Twentieth Century Fox
Starring Jet Li
Bridget Fonda
Tcheky Karyo
Ric Young
Burt Kwouk
Case ?
RPI $36.95 Music Craig Armstrong

Video Audio
Pan & Scan/Full Frame None English Dolby Digital 5.1 (384Kb/s)
English Audio Commentary Dolby Digital 2.0 (96Kb/s)
Widescreen Aspect Ratio 2.35:1
16x9 Enhancement
16x9 Enhanced
Video Format 576i (PAL)
Original Aspect Ratio 2.35:1 Miscellaneous
Jacket Pictures No
Subtitles English Smoking Yes
Annoying Product Placement No
Action In or After Credits No

NOTE: The Profanity Filter is ON. Turn it off here.

Plot Synopsis

    Kiss of the Dragon has amazing action scenes, with awesome martial arts and lots of pyrotechnics. It has a scantily-clad Bridget Fonda. It has a marvellous villain - quite an evil man. It has a lone warrior against a horde of enemies. Lots of cool stuff. It even has a plot, of sorts, although it's a pretty poor one.
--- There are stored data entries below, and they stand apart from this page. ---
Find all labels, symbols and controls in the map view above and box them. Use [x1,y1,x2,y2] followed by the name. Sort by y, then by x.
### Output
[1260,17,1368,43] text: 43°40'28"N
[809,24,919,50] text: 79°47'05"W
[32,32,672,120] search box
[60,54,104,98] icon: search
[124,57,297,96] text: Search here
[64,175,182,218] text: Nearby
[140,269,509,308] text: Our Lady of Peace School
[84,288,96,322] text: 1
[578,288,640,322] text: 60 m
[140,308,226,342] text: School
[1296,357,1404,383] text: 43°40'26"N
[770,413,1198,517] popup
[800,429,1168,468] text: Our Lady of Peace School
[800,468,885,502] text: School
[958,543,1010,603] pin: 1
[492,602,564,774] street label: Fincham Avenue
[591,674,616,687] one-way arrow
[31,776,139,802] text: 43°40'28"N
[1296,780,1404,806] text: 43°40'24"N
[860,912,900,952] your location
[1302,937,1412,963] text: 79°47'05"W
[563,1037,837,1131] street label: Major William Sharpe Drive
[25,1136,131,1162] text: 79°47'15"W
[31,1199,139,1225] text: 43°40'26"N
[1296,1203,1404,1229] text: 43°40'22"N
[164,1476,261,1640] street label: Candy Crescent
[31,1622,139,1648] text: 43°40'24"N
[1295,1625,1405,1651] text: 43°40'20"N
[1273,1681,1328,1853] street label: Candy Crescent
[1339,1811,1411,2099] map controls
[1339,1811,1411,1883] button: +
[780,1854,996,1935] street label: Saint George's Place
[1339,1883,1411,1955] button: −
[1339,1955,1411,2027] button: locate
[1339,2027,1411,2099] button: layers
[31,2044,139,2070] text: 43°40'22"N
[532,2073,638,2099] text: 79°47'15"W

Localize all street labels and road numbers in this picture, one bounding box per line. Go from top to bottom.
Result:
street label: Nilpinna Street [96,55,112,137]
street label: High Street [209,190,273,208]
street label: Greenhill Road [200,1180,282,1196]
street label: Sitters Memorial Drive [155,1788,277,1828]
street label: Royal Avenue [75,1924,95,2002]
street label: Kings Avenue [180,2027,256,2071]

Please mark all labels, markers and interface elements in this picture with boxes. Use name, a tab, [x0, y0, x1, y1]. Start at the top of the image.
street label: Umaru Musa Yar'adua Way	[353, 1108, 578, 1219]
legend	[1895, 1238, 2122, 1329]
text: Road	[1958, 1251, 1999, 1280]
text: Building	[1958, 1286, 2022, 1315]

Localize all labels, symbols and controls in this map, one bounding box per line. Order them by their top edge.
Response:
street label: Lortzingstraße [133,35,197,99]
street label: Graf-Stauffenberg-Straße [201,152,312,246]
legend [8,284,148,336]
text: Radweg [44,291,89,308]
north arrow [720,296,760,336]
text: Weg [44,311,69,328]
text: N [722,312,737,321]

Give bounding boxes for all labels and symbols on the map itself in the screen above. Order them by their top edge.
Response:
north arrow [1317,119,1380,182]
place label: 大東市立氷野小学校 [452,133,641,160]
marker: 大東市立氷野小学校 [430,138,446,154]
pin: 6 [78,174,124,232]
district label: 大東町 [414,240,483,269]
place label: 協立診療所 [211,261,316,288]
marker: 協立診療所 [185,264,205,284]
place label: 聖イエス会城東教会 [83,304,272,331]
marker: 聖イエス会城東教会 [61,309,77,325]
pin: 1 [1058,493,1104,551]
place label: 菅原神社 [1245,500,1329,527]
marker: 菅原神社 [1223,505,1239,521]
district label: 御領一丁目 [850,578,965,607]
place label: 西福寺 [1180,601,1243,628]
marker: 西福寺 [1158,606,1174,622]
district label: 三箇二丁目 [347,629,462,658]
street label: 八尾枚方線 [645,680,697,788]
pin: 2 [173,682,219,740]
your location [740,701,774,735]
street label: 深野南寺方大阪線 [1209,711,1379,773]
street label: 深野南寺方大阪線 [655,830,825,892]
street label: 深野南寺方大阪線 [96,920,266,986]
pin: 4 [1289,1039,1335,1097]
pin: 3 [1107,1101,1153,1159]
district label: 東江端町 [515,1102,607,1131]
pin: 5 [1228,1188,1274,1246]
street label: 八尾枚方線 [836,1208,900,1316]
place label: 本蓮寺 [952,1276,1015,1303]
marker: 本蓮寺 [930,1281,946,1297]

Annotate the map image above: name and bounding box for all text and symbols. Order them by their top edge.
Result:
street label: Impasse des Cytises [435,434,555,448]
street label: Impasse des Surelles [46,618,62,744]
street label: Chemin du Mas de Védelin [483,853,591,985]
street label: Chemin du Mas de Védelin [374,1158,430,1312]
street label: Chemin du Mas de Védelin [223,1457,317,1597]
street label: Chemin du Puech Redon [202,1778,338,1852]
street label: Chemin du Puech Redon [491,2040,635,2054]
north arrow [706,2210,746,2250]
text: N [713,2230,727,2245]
    But it is a failure, and I can't really tell you why. It's not because I know and won't tell you - you know I'd tell you if I knew - it's because I can't really understand what the problem is. It's not that the plot is dreadful - films with worse plots have been a success (look at, for example, Big Trouble in Little China - you can't tell me that that isn't a dreadful plot!). It's certainly not the quality of the martial arts - this is a martial arts tour de force, helped in no small part by Jet Li's incredible level of skill. It's not the actors around him, either: Bridget Fonda is a skilled actress, Tcheky Karyo is superb, Burt Kwouk is very good (although I can't get his Pink Panther performances out of my head when I see him), and the minor characters are more than competent. The picture is tightly cut (there's barely a moment of wasted space in the entire feature). The music is very good, suiting the action on-screen well.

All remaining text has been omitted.